I must've had the three PDFs open while i was scanning since I am no longer generating the "Skipping file ..." error. My mistake -- and thanks for alerting me to the obvious problem.
We did locate this other thread on your forum, http://www.wrensoft.com/forum/showthread.php?t=3122, which suggests we shouldn't have any probs...
My Scan Options configuration shows that the .pdf extension is associated with an Acrobat Document. Additionally, I have indexed all the files under Scan Options | Scan Extensions | Configure under all of the three Scan Methods. Somehow I felt the third option, Scan Text by text layer, would fix the issue but it did not.
to conclude, our Text Under Image mode for creating the PDFs is not allowing (or seems to be not allowing) Zoom to index the available text layer whereas our first PDFs (Text And Image) remain indexed and successfully searchable.

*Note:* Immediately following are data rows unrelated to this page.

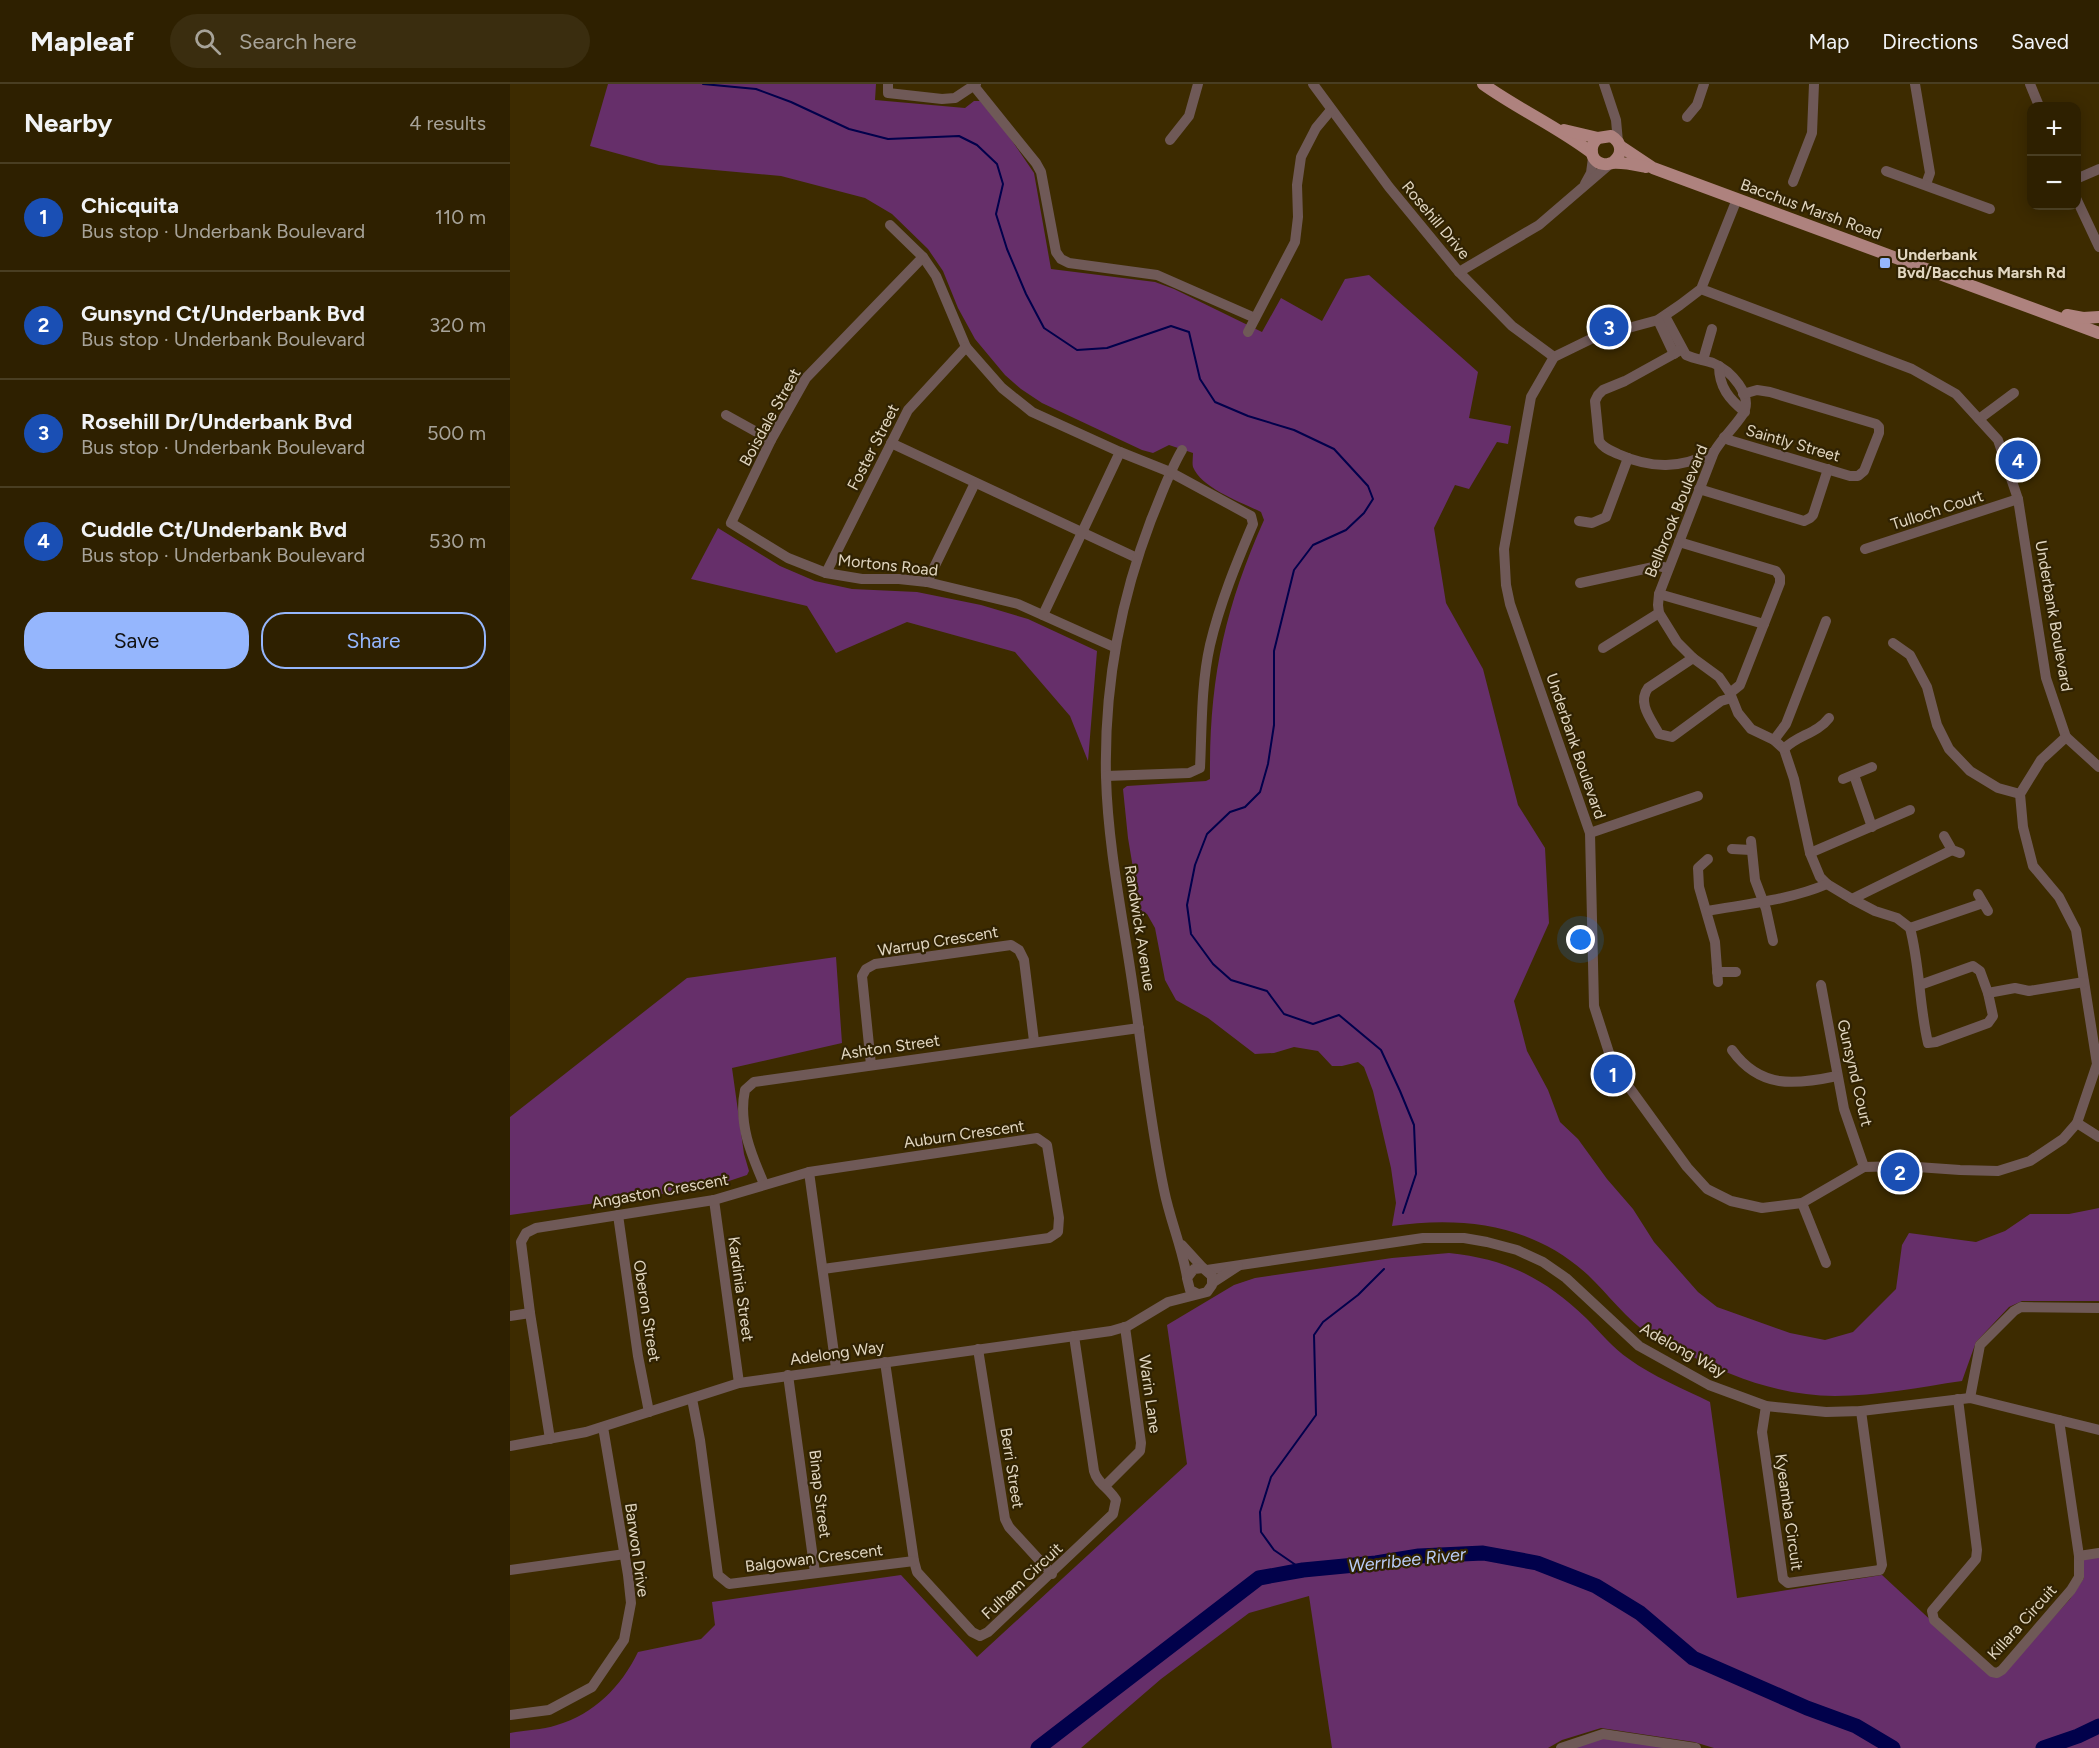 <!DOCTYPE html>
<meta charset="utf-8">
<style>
body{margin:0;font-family:Figtree,sans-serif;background:#3a2d0f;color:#f1f3f6}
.controls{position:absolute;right:18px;top:18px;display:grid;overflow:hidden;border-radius:12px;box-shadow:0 3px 15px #0003}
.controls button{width:54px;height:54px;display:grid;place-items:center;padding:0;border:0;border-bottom:2px solid #493e22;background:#2e2000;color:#f1f3f6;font:30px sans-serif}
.you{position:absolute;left:1071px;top:856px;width:21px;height:21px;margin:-15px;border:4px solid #fff;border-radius:50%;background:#1a73e8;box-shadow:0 0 0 9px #1a73e833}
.badge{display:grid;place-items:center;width:39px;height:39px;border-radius:50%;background:#95b6fd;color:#fff;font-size:20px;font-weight:700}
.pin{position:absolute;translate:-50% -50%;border:3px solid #fff;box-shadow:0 2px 6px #0006}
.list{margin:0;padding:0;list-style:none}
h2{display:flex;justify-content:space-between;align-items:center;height:78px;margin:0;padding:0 24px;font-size:26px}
h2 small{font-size:20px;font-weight:400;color:#a7a399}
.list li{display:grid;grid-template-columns:39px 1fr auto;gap:18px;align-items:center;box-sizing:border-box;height:108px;padding:0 24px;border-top:2px solid #493e22}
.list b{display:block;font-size:22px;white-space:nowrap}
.list p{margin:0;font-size:20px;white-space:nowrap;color:#a7a399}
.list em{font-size:20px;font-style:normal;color:#a7a399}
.actions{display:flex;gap:12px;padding:18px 24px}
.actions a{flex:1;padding:14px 0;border:2px solid #95b6fd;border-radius:24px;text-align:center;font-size:21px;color:#95b6fd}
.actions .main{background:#95b6fd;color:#111}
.icon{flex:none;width:33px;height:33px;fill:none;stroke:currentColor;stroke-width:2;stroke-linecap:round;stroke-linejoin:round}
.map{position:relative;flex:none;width:1589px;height:1664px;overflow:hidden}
header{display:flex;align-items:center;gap:36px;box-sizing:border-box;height:84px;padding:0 30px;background:#2e2000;border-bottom:2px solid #493e22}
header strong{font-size:28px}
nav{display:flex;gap:33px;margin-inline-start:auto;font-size:21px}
.search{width:420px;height:54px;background:#3a2d0f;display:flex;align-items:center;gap:15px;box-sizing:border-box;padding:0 21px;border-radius:33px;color:#a7a399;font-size:22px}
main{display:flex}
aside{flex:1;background:#2e2000}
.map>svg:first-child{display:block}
.green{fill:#662f6a}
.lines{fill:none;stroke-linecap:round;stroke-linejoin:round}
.stream{stroke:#01014b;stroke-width:2}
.river{stroke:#01014b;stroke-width:15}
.minor{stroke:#6f5957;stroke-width:10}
.major{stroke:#ae827e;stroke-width:12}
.poi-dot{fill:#95b6fd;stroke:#302202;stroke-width:2}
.labels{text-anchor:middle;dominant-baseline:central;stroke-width:4.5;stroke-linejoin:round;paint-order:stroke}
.street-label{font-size:16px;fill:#e1d6c0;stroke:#302202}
.poi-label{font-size:16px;font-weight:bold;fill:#e1d6c0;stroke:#302202;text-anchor:start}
.water-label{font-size:18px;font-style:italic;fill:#b9cdf7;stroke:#302202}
</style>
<header>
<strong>Mapleaf</strong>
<div class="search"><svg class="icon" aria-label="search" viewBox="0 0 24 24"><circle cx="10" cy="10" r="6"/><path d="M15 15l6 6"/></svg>Search here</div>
<nav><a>Map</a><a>Directions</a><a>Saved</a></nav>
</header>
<main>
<aside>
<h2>Nearby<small>4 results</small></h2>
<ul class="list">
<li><span class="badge" style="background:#1a4fb4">1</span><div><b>Chicquita</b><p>Bus stop · Underbank Boulevard</p></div><em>110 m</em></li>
<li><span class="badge" style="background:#1a4fb4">2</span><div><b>Gunsynd Ct/Underbank Bvd</b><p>Bus stop · Underbank Boulevard</p></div><em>320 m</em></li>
<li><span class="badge" style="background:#1a4fb4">3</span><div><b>Rosehill Dr/Underbank Bvd</b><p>Bus stop · Underbank Boulevard</p></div><em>500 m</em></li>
<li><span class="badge" style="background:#1a4fb4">4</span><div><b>Cuddle Ct/Underbank Bvd</b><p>Bus stop · Underbank Boulevard</p></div><em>530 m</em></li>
</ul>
<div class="actions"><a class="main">Save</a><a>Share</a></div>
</aside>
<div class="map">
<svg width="1589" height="1664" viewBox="0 0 1589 1664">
<rect width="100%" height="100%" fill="#3d2b00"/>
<g class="green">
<path d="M98,0H366L365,16L455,24L464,17H470L494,45L524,89L541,185L645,198L664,205L752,248L771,214L812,237L835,195L859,191L968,288L959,334L1001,342L998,360L987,358L959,405L945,401L924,444L936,519L973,585L1008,721L1035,764L1039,839L1004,917L1017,967L1038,1006L1050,1038L1068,1055L1097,1095L1123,1125L1144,1158L1188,1208L1207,1223L1280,1249L1315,1256L1343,1248L1386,1205L1392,1161L1399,1149L1466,1158L1495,1147L1520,1130H1559L1589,1124V1217H1512L1499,1223L1466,1258L1452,1297C1410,1303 1367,1312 1325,1312C1270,1312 1220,1292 1173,1268C1162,1262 1151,1258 1140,1251C1117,1236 1098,1210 1078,1191C1022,1140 953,1132 882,1142L886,1119L881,1084L863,1007L854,983L848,978L832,982H822L808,967L784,963L764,969L745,970L698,934L666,916L655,896L645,844L637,830L630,826L618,754L613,705L617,702L696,697L700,695C699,596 714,526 754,436L751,428C733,419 691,404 683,383C682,379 683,374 683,369L659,361L643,369L632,366L532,319L511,305L495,291L465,255L448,224L433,187L418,165L382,130L355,114L271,92L149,81L80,62Z"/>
<polygon points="208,444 270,482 305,497 342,505 407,508 471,521 518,535 587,567 578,677 560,632 505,568 397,538 326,569 297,522 181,495"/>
<polygon points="326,873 332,959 222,984 234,1070 239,1087 237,1091 201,1103 0,1131 0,1033 177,894"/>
<path d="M939,1169C997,1175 1034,1194 1076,1234C1090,1248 1103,1264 1119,1275C1142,1292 1174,1305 1200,1318L1227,1514L1372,1491L1480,1591L1492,1590L1560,1515L1574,1494L1573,1475L1589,1472V1664H1204L1184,1658L1091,1644L1052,1656L1038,1664H822L799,1512L739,1529L651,1595L571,1664H0V1649C15,1646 32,1646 47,1641C84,1630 111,1603 128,1568L191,1555L205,1541L202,1518L391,1491L467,1573L677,1380L657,1241L724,1201L745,1194L882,1174Z"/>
<polygon points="1093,1654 1159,1664 1063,1664"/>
</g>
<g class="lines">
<g class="stream">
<polyline points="193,0 246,5 281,18 339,45 378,55 449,52 467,61 487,80 493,100 486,130 497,165 516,210 534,244 567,266 597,264 661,242 679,248 690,295 705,318 738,332 784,346 824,365 858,402 863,415 854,429 836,446 803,461 784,486 764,567 764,641 758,680 750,708 735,723 720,728 697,750 685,781 677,821 681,850 703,880 721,896 757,907 774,930 803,940 829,931 871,966 890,1007 904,1041 906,1090 893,1129"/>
<polyline points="793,1486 764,1466 751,1448 750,1428 761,1393 806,1331 804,1251 813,1238 848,1211 874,1185"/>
</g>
<g class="river">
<polyline points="528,1664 749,1494 793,1486 866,1479 909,1472 973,1469 1027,1479 1086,1502 1130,1529 1183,1574 1297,1624 1346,1642 1383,1664"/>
<polyline points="1533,1664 1568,1652 1589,1642"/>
</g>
<g class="minor">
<polyline points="378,0 378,9 432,15 445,14 466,0"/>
<polyline points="803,0 879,103 949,188 1002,242 1044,273"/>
<polyline points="1094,0 1106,36 1108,58"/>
<polyline points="1405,0 1420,89 1416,100"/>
<polyline points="1520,0 1529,22"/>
<polyline points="464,2 526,79 531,88 546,168 551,175 559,179 647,191 745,234"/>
<polyline points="1177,33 1187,21 1194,0"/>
<polyline points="660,56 679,32 688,0"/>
<polyline points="1376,87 1480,125"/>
<polyline points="1566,95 1589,85"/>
<polyline points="1283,98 1302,49 1304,0"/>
<polyline points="1075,100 1081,89 1083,74"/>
<polyline points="1566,114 1589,163"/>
<polyline points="380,141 413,173 426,192 456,263 492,304 522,328 610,368"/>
<polyline points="413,173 296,294 261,356 221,439 278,474 316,489 352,495 389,495 417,498 508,520 604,563"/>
<polyline points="949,188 1029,141 1100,80"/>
<polyline points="1191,205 1402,285 1446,310 1488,356 1508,415 1536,594 1556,653 1531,676 1510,710 1513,743 1523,782 1549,813 1566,846 1587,980 1567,1039 1553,1055 1520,1077 1488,1087 1450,1086 1393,1082 1354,1083 1292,1119 1252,1124 1221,1117 1197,1105 1177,1083 1103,981 1084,922 1080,749 1000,520 996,501 994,465 1021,313 1044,273 1085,253 1148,236 1170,221 1191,205 1227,115"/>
<path d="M1155,232L1176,271C1184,275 1194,276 1203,279C1220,286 1244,311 1233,330C1224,344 1212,354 1204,368L1149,510L1148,521L1149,529L1167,558L1183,574L1209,593L1220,609L1228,629L1241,645L1264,656L1274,665L1284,695L1300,769L1310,793L1317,800L1342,815L1365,827L1387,834L1400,844C1410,882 1409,921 1418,959L1426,958L1478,939L1483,932L1478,909L1470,887L1463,882L1410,901"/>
<polyline points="1148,236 1164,270"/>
<polyline points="738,248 785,158 788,133 787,101 791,73 806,44 821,26"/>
<path d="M1171,266L1115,297L1093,306L1088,311L1085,317L1089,357C1093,364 1100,366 1108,370C1142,385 1170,385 1204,368"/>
<polyline points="1193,276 1202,245"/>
<path d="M1209,282C1209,303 1219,315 1235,328"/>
<polyline points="216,331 261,356"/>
<polyline points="1469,335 1504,309"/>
<polyline points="1214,353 1219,356 1340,392 1348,392 1354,387 1369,349 1369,343 1366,340 1260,308 1247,306 1233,310"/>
<polyline points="381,359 627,474"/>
<path d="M672,366C659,388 651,412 641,436C609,520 594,603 596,693C598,764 613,834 623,904C633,971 640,1039 654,1106C660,1136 672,1163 677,1193"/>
<polyline points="1189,405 1294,437 1300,434 1303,431 1318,385"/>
<polyline points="1069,437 1082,439 1096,433 1118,374"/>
<polyline points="1169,458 1266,487 1270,493 1270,499 1230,601 1220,609"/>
<polyline points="1355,465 1508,415"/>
<polyline points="316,489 398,326 456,263"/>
<polyline points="417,498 465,399"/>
<polyline points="1070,499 1148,482 1158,484"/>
<polyline points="1149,510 1254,540"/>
<path d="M533,531L610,368L660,388L741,432L743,440C726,480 710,519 700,561C691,601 692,643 690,684L679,689L596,692"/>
<polyline points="1383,559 1400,571 1417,603 1427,641 1439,665 1460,687 1488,704 1510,710"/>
<polyline points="1093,564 1149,529"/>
<path d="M1183,574L1138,604C1127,619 1141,635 1149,650L1162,653L1211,617L1221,614"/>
<polyline points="1556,653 1589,683"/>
<polyline points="1264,656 1276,640 1316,537"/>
<path d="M1274,665C1287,651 1307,650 1319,634"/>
<polyline points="1344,691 1362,743"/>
<polyline points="1333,695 1362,683"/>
<polyline points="1080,749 1188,712"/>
<polyline points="1434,752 1442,766 1450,769"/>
<polyline points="1241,757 1245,796 1256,825 1263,857"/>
<polyline points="1222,765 1241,766"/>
<polyline points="1300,769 1400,726"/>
<polyline points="1198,775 1188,784 1189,803 1205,858 1208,898"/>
<polyline points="1468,810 1478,827"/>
<polyline points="1342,815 1442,766"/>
<path d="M1197,827C1236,820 1280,816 1317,800"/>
<polyline points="1400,844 1473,819"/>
<polyline points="1207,888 1226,888"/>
<polyline points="1311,901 1334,1025 1354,1083"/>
<polyline points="1478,909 1505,904 1519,907 1574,898"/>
<path d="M1222,966C1250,1005 1285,1001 1327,992"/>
<polyline points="361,981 352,892 356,885 365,880 501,861 509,866 514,876 524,957"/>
<polyline points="1567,1039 1589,1053"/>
<polyline points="299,1088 527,1054 537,1061 549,1134 548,1148 539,1154 313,1185"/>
<path d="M254,1100C241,1070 228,1039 235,1006L244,998L629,944"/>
<polyline points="204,1116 229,1299"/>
<polyline points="1292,1119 1316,1179"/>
<polyline points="108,1131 128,1272 139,1328"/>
<polyline points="672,1161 693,1184"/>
<polyline points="697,1186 913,1154 954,1154 977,1158 1007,1166 1033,1178 1056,1194 1129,1262 1199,1301 1256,1322 1316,1328 1351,1327 1460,1314 1589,1346"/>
<polyline points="702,1199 728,1182"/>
<polyline points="0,1232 20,1229"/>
<polyline points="468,1265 495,1435 499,1443 542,1490"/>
<path d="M375,1278L404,1477L407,1488L462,1548L470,1552L478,1548L603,1430L606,1416C600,1405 587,1399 584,1387L564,1252"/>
<polyline points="278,1291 305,1489"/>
<polyline points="1460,1314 1470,1261 1504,1227 1511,1223 1589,1224"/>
<polyline points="182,1315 190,1356 208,1491 219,1500 404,1477"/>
<polyline points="1448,1315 1467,1466 1466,1475 1422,1527 1424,1536 1482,1588 1487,1589 1492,1586 1561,1506 1569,1493 1569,1472 1549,1336"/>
<polyline points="1256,1322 1252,1348 1273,1495 1278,1499 1370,1486 1372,1481 1351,1327"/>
<polyline points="40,1355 20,1229 11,1158 16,1149 26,1144 204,1116 299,1088 326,1284"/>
<polyline points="0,1362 76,1348 229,1299 601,1247 618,1242 658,1218 697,1208 702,1201 702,1192 693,1184 684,1185 677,1194 680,1206 688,1210"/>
<polyline points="595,1402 630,1367 631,1359 615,1243"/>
<polyline points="1569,1472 1589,1469"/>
<polyline points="0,1486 115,1470"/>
<polyline points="0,1631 39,1626 82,1603 114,1556 121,1519 118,1491 93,1343"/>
<polyline points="1051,1664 1093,1650 1186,1664"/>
</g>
<g class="major">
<path d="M973,0C1008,25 1048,43 1082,69"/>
<polyline points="1054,46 1088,54"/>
<polyline points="1110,62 1143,84 1589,249"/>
<path d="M1102,79C1113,71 1113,59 1101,52L1088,54C1079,61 1079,77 1093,80C1098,81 1097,80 1102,79C1113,78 1126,81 1136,83"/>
<polyline points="1557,231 1573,234 1589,233"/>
</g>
</g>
<rect class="poi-dot" x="1369" y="173" width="12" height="12" rx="3"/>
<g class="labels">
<g class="street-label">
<text transform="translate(1301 125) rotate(20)">Bacchus Marsh Road</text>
<text transform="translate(926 136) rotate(50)">Rosehill Drive</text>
<text transform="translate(260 333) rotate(-61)">Boisdale Street</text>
<text transform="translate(1283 359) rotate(16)">Saintly Street</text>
<text transform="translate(363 363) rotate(-63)">Foster Street</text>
<text transform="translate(1427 426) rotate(-18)">Tulloch Court</text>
<text transform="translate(1166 427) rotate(-68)">Bellbrook Boulevard</text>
<text transform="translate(378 481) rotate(6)">Mortons Road</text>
<text transform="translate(1544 532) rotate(80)">Underbank Boulevard</text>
<text transform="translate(1066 662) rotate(71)">Underbank Boulevard</text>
<text transform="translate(630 844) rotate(81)">Randwick Avenue</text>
<text transform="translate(428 857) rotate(-9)">Warrup Crescent</text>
<text transform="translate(380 963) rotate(-8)">Ashton Street</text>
<text transform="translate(1345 989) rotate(77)">Gunsynd Court</text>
<text transform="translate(454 1050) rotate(-8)">Auburn Crescent</text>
<text transform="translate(150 1107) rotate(-10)">Angaston Crescent</text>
<text transform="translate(231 1205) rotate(82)">Kardinia Street</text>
<text transform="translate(137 1227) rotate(81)">Oberon Street</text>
<text transform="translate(1173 1266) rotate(29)">Adelong Way</text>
<text transform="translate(327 1269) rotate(-8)">Adelong Way</text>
<text transform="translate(640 1310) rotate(82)">Warin Lane</text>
<text transform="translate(502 1384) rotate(81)">Berri Street</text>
<text transform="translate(310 1410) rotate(83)">Binap Street</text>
<text transform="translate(1279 1428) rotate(82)">Kyeamba Circuit</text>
<text transform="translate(127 1466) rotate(82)">Barwon Drive</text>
<text transform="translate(304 1474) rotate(-7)">Balgowan Crescent</text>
<text transform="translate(512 1497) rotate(-43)">Fulham Circuit</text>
<text transform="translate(1512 1538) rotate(-48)">Killara Circuit</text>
</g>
<g class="poi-label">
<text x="1387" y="170">Underbank<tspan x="1387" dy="18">Bvd/Bacchus Marsh Rd</tspan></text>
</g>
<g class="water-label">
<text transform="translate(897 1476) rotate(-6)">Werribee River</text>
</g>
</g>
</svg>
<div class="controls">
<button>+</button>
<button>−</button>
</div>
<div class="you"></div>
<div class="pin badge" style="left:1103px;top:990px;background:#1a4fb4">1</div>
<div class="pin badge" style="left:1390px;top:1088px;background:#1a4fb4">2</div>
<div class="pin badge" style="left:1099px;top:243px;background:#1a4fb4">3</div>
<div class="pin badge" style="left:1508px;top:376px;background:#1a4fb4">4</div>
</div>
</main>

Examples of the PDFs which are not being "found" by Zoom can be found at http://www.mosaicsciencemagazine.org/index.php?mode=article&pk_magazine=64. Click the PDF link to open it.
Examples of the PDFs which are being found by Zoom are at http://www.mosaicsciencemagazine.org/index.php?mode=article&pk_magazine=47.
Thanks very much for the prompt feedback, David.
Stop the Presses
hmmm...i may be the prob here.
i just realized that the /zoom indexes i'm getting from v6 may not be going into that same /zoom directory on the server. i found a set of .zdat files in the public_html folder so i may not be uploading to the correct directory -- so my old indexes are still active.
when I did move them to the public_html directory, i'm getting adifferent response on searching.
pls do not do anything further until i sort things out here. I apologize for the misunderstanding.
I apologize for leading everyone astray, including myself as the Pied Piper.
The issue has been resolved: i was reading the wrong set of .zdat files, having located them in a different directory and forget this salient fact after not working on the site for several months.
Zoom was/is working "as advertised" -- and I was working like an idiot. Zoom does a great job at simplifying a complex task.